= Richard Warner (botanist) =

English botanist and literary scholar

Richard Warner (c. 1711-13 – 11 April 1775) was an English botanist and literary scholar.

==Life==
Warner was born in London, probably in 1713, the third son of John Warner, a goldsmith and banker, in business in The Strand near Temple Bar. John Warner, sheriff of London in 1640, and lord mayor in 1648, in which year he was knighted, was probably Richard Warner's great-grandfather. John Warner, Richard's father, was a friend of Gilbert Burnet; he and his son Robert, a barrister, purchased property in Clerkenwell, comprising what was afterwards Little Warner Street, Cold Bath Square, Great and Little Bath Streets, etc. John Warner seems to have died about 1721 or 1722, and his widow then purchased Harts, an estate at Woodford, Essex, which, on her death in 1743, she left to her son Richard.

Richard Warner entered Wadham College, Oxford, in July 1730, and graduated B.A. in 1734. He had chambers in Lincoln's Inn; but lived mainly at Woodford where he maintained a botanical garden, and cultivated exotic plants.

In 1748 Warner received a visit from Pehr Kalm, the disciple of Linnæus, then on his way to North America. Warner took Kalm to London, to Peter Collinson's garden at Peckham, to visit Philip Miller in Chelsea, and to see the aging Sir Hans Sloane. Warner then received from the Cape of Good Hope the so-called Cape jasmine (Gardenia jasminoides), which flowered in his hothouse. John Ellis in a letter to Linnæus dated 21 July 1758, proposed should be called Warneria; Warner, however, objected, and it was named Gardenia. Miller dedicated a genus to him in 1760, but it had been given the name Hydrastis by Linnæus in the previous year.

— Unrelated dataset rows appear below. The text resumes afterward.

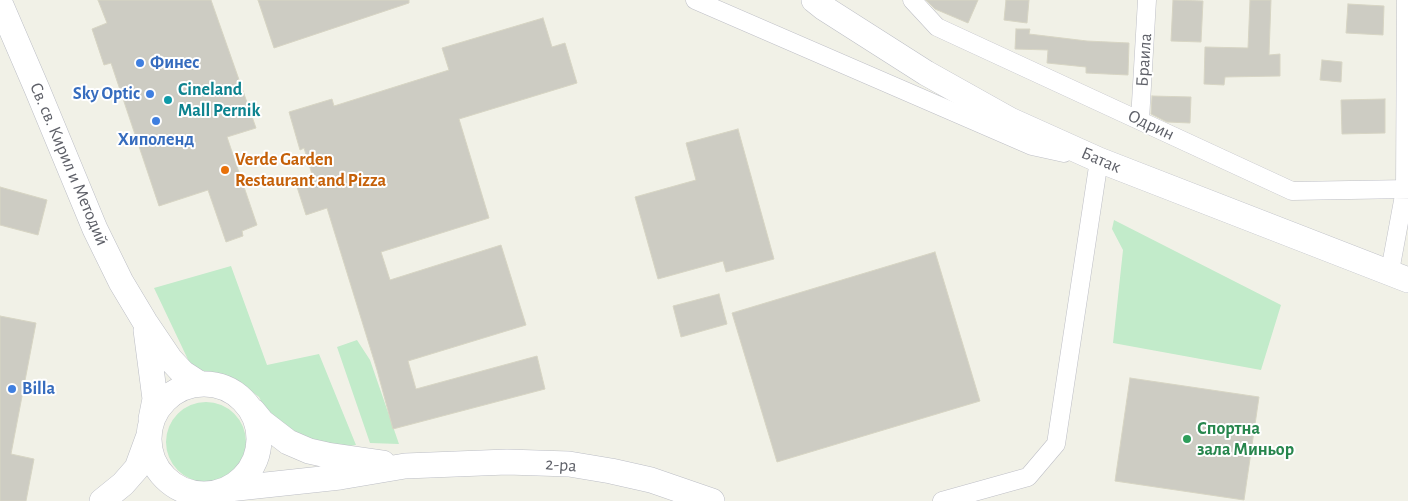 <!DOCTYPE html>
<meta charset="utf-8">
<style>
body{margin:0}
canvas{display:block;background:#f1f1e7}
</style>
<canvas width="1408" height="501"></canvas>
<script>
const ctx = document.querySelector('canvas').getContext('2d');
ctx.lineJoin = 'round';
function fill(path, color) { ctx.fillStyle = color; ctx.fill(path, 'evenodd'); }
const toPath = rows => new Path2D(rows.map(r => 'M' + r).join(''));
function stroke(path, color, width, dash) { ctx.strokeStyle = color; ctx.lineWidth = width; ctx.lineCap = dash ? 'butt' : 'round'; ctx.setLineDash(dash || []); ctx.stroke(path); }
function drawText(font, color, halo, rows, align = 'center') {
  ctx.font = font + ' "Alegreya Sans",sans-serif'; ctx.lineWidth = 4; ctx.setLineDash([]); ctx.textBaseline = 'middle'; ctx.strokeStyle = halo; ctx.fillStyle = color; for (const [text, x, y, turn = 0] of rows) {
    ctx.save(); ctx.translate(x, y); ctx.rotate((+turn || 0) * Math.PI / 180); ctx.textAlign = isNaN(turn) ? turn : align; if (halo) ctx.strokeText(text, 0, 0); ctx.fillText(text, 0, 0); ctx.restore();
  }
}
fill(toPath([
 [1114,220,1281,305,1261,370,1113,343,1123,250,1112,229],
 [231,266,267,365,319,354,356,445,338,447,301,437,272,422,259,397,235,379,192,368,154,288],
 [357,340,370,360,399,444,370,443,337,347],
 '166 442a40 40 0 1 1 80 0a40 40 0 1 1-80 0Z'
]), '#c2ebca');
const building = toPath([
 [98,0,211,0,256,128,227,137,257,225,242,231,243,236,226,242,208,190,159,206,111,63,104,65,92,29,107,23,98,0],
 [258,0,409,0,409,3,274,48,258,0],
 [926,0,978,0,968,23,935,9,926,0],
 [1006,0,1029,0,1027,23,1004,20,1006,0],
 [1173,0,1203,1,1201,42,1171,41,1173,0],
 [1250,0,1271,0,1269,55,1280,54,1280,76,1225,77,1224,85,1204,84,1205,47,1248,48,1250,0],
 [1348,4,1384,6,1383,35,1346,33,1348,4],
 [543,18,552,47,565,43,577,83,459,119,489,218,381,252,390,280,501,245,526,325,408,361,416,389,537,356,545,389,393,429,377,370,327,208,306,215,297,187,314,181,304,148,300,150,289,112,332,99,334,106,449,70,442,48,543,18],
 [1016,29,1030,29,1029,34,1087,41,1129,43,1128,75,1086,73,1086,67,1047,63,1048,50,1015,49,1016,29],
 [1322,60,1342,62,1341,82,1320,80,1322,60],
 [1152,96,1191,97,1190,123,1167,122,1151,114,1152,96],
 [1385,99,1385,133,1342,134,1341,100,1385,99],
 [738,129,774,259,726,272,723,261,658,279,635,197,696,180,686,143,738,129],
 [0,187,47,200,38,235,0,225,0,187],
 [935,252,980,401,777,462,732,313,935,252],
 [719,294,727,324,681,337,673,306,719,294],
 [0,316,36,323,11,454,34,459,26,501,0,501,0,316],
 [1130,378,1259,397,1244,500,1115,481,1130,378]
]);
fill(building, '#cdccc3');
stroke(building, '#d7d5c4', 1);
const street = toPath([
 [695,0,1032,146,1064,153],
 [912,0,937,27,1292,191,1408,189],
 [1140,120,1147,0],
 [1390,271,1405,190,1406,0],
 [942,501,1028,477,1056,444,1099,160,1089,158]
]);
const secondary = toPath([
 [814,0,824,8,926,73,1010,120,1099,160,1408,280],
 [0,3,37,89,95,229,121,282,145,322,170,359,183,373,200,384],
 [146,330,155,399,151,419],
 '149 439a55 55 0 1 1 110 0a55 55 0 1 1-110 0Z',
 [253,411,262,422,288,442,309,451,327,455,383,463],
 [229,489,340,477,405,466,507,462,569,464,611,471,651,480,712,501],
 [102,501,123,484,137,468,148,438]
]);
stroke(street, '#bebfc6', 19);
stroke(secondary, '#bcbec5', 26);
stroke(street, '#fff', 18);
stroke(secondary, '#fff', 25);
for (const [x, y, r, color] of [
 [140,63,5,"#3f7fe0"],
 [150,94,5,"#3f7fe0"],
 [168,100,5,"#0f9aa8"],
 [156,121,5,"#3f7fe0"],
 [225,170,5,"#e8710a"],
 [12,389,5,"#3f7fe0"],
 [1187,439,5,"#2e9e5b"]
]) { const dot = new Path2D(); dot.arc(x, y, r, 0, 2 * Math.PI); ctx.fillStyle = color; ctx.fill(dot); stroke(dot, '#fff', 2); }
drawText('18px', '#5e6068', '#fff', [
 ["Браила",1144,60,-86],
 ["Одрин",1151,125,25],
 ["Батак",1101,160,23],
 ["Св. св. Кирил и Методий",69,164,67],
 ["2-ра",561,465,4]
]);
drawText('bold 18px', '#366cbe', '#fff', [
 ["Финес",150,63],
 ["Sky Optic",140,94,"right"],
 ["Хиполенд",156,140,"center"],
 ["Billa",22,389]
], 'left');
drawText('bold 18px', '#0d838f', '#fff', [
 ["Cineland",178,90],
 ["Mall Pernik",178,111]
], 'left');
drawText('bold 18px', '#c56008', '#fff', [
 ["Verde Garden",235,160],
 ["Restaurant and Pizza",235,181]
], 'left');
drawText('bold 18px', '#27864d', '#fff', [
 ["Спортна",1197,429],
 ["зала Миньор",1197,450]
], 'left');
</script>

Warner died unmarried on 11 April 1775, at Harts, and was buried on the 20th in Woodford churchyard, more probably, as stated in the register, aged 62, rather than, as stated on his tomb, sixty-four.

==Works==
Warner made collections for a new edition of Shakespeare, but gave up the project when George Steevens began in the field. In 1768 Warner published a letter to David Garrick Concerning a Glossary to the Plays of Shakespeare. Papers concerning the glossary came to the Garrick Collection. Manuscripts for this glossary, including one in fifty-one quarto volumes, and another in twenty octavo volumes, are in the British Library (Add MSS 10464–10543).

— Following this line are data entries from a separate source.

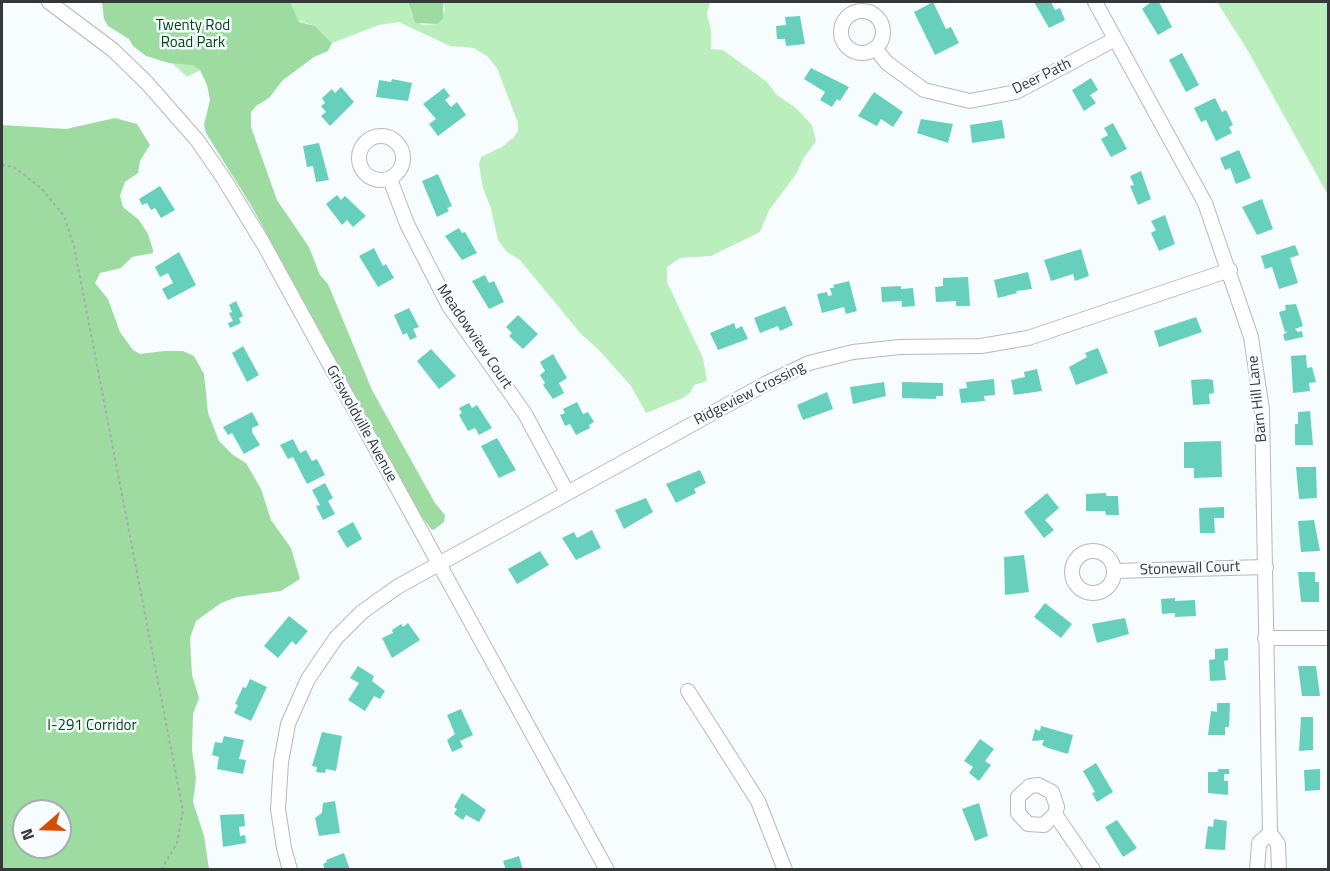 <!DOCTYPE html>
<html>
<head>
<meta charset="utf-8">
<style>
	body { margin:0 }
	#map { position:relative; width:1330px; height:871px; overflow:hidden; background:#f7fcfe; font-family:"Titillium Web",sans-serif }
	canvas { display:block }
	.frame { position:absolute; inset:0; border:3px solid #353738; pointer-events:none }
	.north { position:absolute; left:12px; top:799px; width:60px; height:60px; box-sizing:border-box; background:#f7fcfe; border:2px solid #a9adaf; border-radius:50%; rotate:250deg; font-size:16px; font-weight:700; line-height:24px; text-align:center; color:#353738 }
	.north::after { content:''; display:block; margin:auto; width:21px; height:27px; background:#d44f05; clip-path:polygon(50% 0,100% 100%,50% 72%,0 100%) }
</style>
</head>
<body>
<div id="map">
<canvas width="1330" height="871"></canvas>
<div class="frame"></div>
<div class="north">N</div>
</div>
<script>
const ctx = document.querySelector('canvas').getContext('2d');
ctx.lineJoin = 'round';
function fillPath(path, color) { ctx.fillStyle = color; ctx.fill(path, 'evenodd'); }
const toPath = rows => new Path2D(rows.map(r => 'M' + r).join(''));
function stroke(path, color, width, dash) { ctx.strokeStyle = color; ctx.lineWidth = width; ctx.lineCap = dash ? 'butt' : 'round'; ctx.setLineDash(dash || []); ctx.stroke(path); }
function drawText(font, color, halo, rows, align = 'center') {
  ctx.font = font + ' "Titillium Web",sans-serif'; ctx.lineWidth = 5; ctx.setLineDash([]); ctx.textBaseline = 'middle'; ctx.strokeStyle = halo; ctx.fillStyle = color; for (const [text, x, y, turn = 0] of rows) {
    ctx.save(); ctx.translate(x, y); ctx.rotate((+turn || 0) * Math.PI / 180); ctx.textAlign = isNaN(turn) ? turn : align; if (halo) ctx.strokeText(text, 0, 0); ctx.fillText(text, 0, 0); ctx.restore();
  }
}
const green = toPath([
	[106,2,408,2,412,16,422,25,437,24,445,10,443,2,710,2,707,14,711,30,711,49,723,50,767,82,777,95,796,108,812,125,816,141,803,159,797,173,769,210,760,232,711,256,680,258,667,267,667,282,703,358,707,381,694,385,690,393,683,398,646,413,631,386,599,350,581,334,520,260,507,252,498,240,491,209,483,188,479,165,481,157,502,147,514,137,518,131,518,123,497,68,487,56,474,48,450,46,399,22,379,25,332,43,315,26,297,20,187,77],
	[1217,2,1328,2,1328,195,1248,51]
]);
const forest = toPath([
	[102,2,290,2,299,22,315,26,332,43,328,51,314,57,283,80,269,98,256,106,251,112,251,127,277,200,309,247,320,275,328,284,372,390,435,503,445,515,444,522,435,529,432,530,422,517,252,207,206,133,204,125,210,100,207,85,200,70,193,65,169,63,146,56,133,46,129,39,108,26,104,19],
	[408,2,443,2,443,18,437,24,415,23],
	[115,118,137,124,150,145,140,161,138,173,125,182,120,196,123,207,139,220,148,234,153,250,153,253,132,257,121,268,100,273,95,283,108,299,120,332,133,350,140,354,165,351,183,351,194,356,204,374,208,413,219,441,233,455,246,463,261,489,271,520,291,548,300,579,281,591,237,597,221,603,196,621,190,638,192,675,199,698,193,714,192,750,196,778,193,802,204,836,209,869,2,869,2,125,66,129],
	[24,811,60,811,60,847,24,847]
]);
const building = toPath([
	[933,2,946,29,951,27,959,43,935,55,914,12],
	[1034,2,1051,2,1055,10,1060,8,1065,20,1049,28],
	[1151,2,1159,2,1172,27,1158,35,1142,9],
	[800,16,805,44,786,46,785,39,777,39,776,26,786,25,785,17],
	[1182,53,1199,85,1186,92,1169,60],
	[811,68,849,87,840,101,837,99,832,107,820,100,825,92,804,79],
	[1091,78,1098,90,1090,95,1096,103,1084,111,1072,90],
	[392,79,412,83,408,101,376,97,379,80,391,82],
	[341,87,354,102,330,126,321,116,326,112,321,106,325,103,322,98,332,89,335,93],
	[444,88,450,96,445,100,451,107,457,102,466,115,438,136,429,124,436,119,423,104],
	[874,92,903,112,893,127,881,119,877,126,858,116],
	[1215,98,1222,112,1226,110,1233,125,1229,127,1232,133,1216,141,1206,120,1201,122,1194,108],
	[921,119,953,124,948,143,917,133],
	[1002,120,1005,138,972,143,970,125],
	[1113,123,1127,149,1111,157,1101,139,1108,135,1104,128],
	[319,143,329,180,316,182,313,166,307,167,303,146],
	[1239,150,1251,178,1236,184,1230,168,1225,170,1220,158],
	[1141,171,1151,199,1138,205,1130,186,1134,185,1130,176],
	[438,174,452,206,447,208,449,211,437,217,422,181],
	[160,186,175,210,161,218,155,208,151,210,147,203,142,205,139,199],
	[337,195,341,200,345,196,366,216,353,227,347,220,342,225,326,204],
	[1262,199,1273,229,1257,235,1242,207],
	[1165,215,1175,244,1159,251,1151,233,1156,230,1151,221],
	[459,228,462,233,465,232,477,253,462,260,445,236],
	[1295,245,1299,255,1290,258,1298,283,1279,289,1272,267,1265,269,1261,256],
	[374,248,383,266,386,264,394,278,378,287,359,256],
	[1081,249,1089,276,1075,281,1073,274,1051,281,1044,260],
	[179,252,196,285,168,300,162,289,173,283,168,273,160,277,155,267],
	[1028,272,1032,289,1016,291,1017,293,998,298,994,280],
	[485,275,489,283,494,281,504,302,489,309,472,281],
	[968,277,970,306,956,306,956,301,936,302,935,287,943,286,943,278],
	[849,281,857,311,846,314,844,307,822,313,817,294,827,292,828,296,832,295,830,288,834,288,833,285],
	[901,286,901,289,913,288,915,306,902,307,902,301,882,302,881,287],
	[236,301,243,316,239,318,241,323,230,328,228,323,233,321,229,313,232,312,229,305],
	[1296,304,1303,326,1295,329,1298,332,1302,331,1303,337,1285,341,1283,335,1288,331,1285,332,1279,312,1286,310,1285,305],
	[785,306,793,325,780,331,778,326,760,333,754,318],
	[409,308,419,327,413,329,417,337,410,340,407,333,403,335,394,315],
	[518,315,538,334,523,349,509,336,512,333,506,327],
	[1196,317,1202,332,1159,347,1154,331],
	[734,323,736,329,742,326,748,339,718,350,710,333],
	[243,346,259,375,247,382,232,353],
	[1098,348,1108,373,1076,385,1069,367,1087,357,1085,353],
	[431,349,456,376,439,389,417,361],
	[553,354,567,378,559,383,564,393,553,399,543,385,545,383,540,375,545,371,540,362],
	[1306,355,1307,368,1312,367,1316,382,1309,383,1310,391,1293,393,1291,356],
	[1037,369,1042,391,1014,395,1011,380,1025,377,1024,372],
	[994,379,995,395,984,396,985,401,961,403,959,389,967,388,966,382],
	[1207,379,1213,380,1214,393,1209,394,1210,404,1193,405,1191,380],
	[884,382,886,396,853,404,850,387],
	[902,382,943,383,943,396,936,396,936,399,902,398],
	[827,392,833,409,803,420,797,405],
	[577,402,583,414,588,412,594,422,589,425,590,428,576,435,570,424,565,426,560,415,565,413,563,409],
	[469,403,472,408,477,405,492,428,479,435,475,428,468,431,459,415,462,413,459,408],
	[1310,411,1313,445,1295,445,1295,424,1298,424,1298,412],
	[252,412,259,425,252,428,252,432,260,445,244,454,232,433,228,435,223,427],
	[497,438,516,470,499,478,481,446],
	[293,439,300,453,306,450,312,461,317,459,325,475,307,484,293,457,288,459,280,445],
	[1221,441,1222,477,1194,478,1194,468,1184,468,1184,442],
	[1296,467,1316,467,1317,498,1299,499],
	[700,470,706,483,694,489,696,493,676,503,666,484],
	[325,483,333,498,328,501,335,514,323,520,316,506,320,505,312,490],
	[1047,493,1059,508,1045,520,1054,530,1044,538,1024,512],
	[1106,493,1106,496,1118,496,1119,515,1106,515,1105,511,1086,511,1086,494],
	[646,498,653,512,624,529,615,510],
	[1224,507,1224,518,1214,518,1215,533,1200,533,1199,508],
	[1314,520,1320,551,1301,552,1298,521],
	[353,522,362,539,347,548,337,531],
	[592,530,601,548,576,560,562,538,574,532,577,538],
	[540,551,549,565,517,584,508,569],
	[1024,555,1029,592,1005,595,1004,557],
	[1298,572,1315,572,1315,582,1319,582,1319,602,1301,602],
	[1175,598,1175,601,1195,600,1196,616,1175,617,1175,613,1162,614,1161,599],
	[1045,603,1072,624,1061,638,1034,617],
	[289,616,308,631,296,645,292,641,278,658,264,646],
	[1125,618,1129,634,1097,643,1092,624],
	[408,623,420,640,392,658,382,638,393,633,392,630,401,624,403,627],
	[1228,648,1228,660,1224,661,1226,680,1210,681,1209,660,1215,659,1215,649],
	[358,666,374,676,372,681,385,691,380,699,374,696,365,711,348,700,359,683,350,678],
	[1298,666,1316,666,1320,696,1302,696],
	[250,679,267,687,251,721,234,713,238,705,235,704,243,687,246,688],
	[1217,703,1230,703,1229,727,1225,727,1225,735,1208,735,1211,711,1217,712],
	[461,709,473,735,460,741,463,747,452,752,447,740,455,734,447,715],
	[1301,717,1313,717,1313,750,1299,751],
	[1041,726,1073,735,1068,754,1048,748,1042,745,1044,740,1032,741,1035,729,1040,731],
	[322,732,342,736,336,771,326,769,325,773,316,772,317,767,312,766],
	[224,736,244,740,239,759,246,760,243,774,217,769,219,757,212,755,215,742,222,743],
	[980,739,994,749,985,761,991,765,979,781,969,773,973,767,964,761],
	[1096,763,1113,792,1097,802,1092,793,1095,792,1083,771],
	[1218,769,1229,769,1229,774,1224,774,1224,781,1228,781,1228,795,1208,793,1208,772,1218,772],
	[1320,769,1320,790,1305,791,1304,770],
	[462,793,486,810,479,822,466,815,463,820,454,814,457,809,454,807],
	[335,801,340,833,319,836,315,818,322,813,323,803],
	[979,803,988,836,975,841,962,809],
	[244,814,245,826,239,827,240,836,245,835,246,843,223,847,220,815],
	[1214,819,1227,821,1225,850,1205,849,1208,826,1213,827],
	[1117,820,1137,848,1123,857,1105,827],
	[344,853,350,870,325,870,323,864,327,862,326,860],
	[519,856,523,870,506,870,503,861]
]);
const path = toPath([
	[2,165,14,167,42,189,64,216,74,246,183,811,177,843,161,870]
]);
const minor = toPath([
	[49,2,113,50,147,83,197,140,222,176,263,243,607,870],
	[1095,2,1205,203,1251,337,1262,410,1270,833,1278,844,1279,870],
	'841 32a21 21 0 1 1 42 0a21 21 0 1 1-42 0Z',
	[875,48,887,63,924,90,970,101,1016,92,1115,39],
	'359 158a22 22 0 1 1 44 0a22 22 0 1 1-44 0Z',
	[390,179,407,224,449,306,525,414,567,492],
	'1072 572a21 21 0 1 1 42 0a21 21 0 1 1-42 0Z',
	[1115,571,1266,567],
	[1265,638,1328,638],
	[688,691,758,801,785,870],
	[1055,814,1044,825,1028,824,1018,813,1018,797,1030,786,1038,785,1052,792,1057,807,1055,814,1093,870],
	[290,870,284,848,278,809,281,762,288,724,308,679,336,638,362,612,397,587,767,383,809,363,853,352,900,347,981,346,1028,338,1230,270],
	[1257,870,1259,843,1270,833]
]);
const parkNames = [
	["Twenty Rod",193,26],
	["Road Park",193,43],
	["I-291 Corridor",92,726]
];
const streetNames = [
	["Deer Path",1042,77,-26],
	["Meadowview Court",474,337,56],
	["Ridgeview Crossing",750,394,-27],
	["Barn Hill Lane",1258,399,-96],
	["Griswoldville Avenue",361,424,61],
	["Stonewall Court",1190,569,-2]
];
fillPath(green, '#baeebc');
fillPath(forest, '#9edba1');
fillPath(building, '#67d0bd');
stroke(minor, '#b4b9ba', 16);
stroke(path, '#a7abad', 2, [3, 3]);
stroke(minor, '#fff', 14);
drawText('15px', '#004610', '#f7fcfe', parkNames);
drawText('15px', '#353738', '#f7fcfe', streetNames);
</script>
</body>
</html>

Warner also translated several plays of Plautus into prose, and the Captives into verse, before the announcement of Bonnell Thornton's version. In the preface to his two volumes published in 1766 Thornton wrote of Warner's help, and his translating the life of Plautus from Petrus Crinitus. After Thornton's death in May 1768, Warner issued a revised edition of the two volumes (1769), and then continued the work, translating fourteen plays and issuing them in three additional volumes, two published in 1772, and the last in 1774, the continuation being dedicated to Garrick.

Meanwhile, he had, in 1771, printed his botanical work, Plantæ Woodfordienses: Catalogue of … Plants growing spontaneously about Woodford. This little book had its origin in the ‘herborisations’ of the Apothecaries' Company, to the master, wardens, and court of assistants of which it is dedicated. An index of Linnæan names is added. Though somewhat inaccurate, the Plantæ Woodfordienses served as a model for Edward Jacob's Plantæ Favershamienses (1777), and in 1784 Thomas Furly Forster printed some Additions.

==Legacy==
Warner bequeathed the bulk of his property to Jervoise Clark, the widower of his niece Kitty, only child of his brother Robert. A director of the East India Company in 1760, he left money to their hospital at Poplar, to David Garrick, and to fund for decayed actors. His books and drawings relating to botany and natural history went to Wadham College, with money to found a botanical exhibition at the college tenable for seven years by the presentation of fifty dried plants and a certificate.

At Idsworth, Hampshire, the seat of the Jervoise family, there was a portrait of Richard Warner.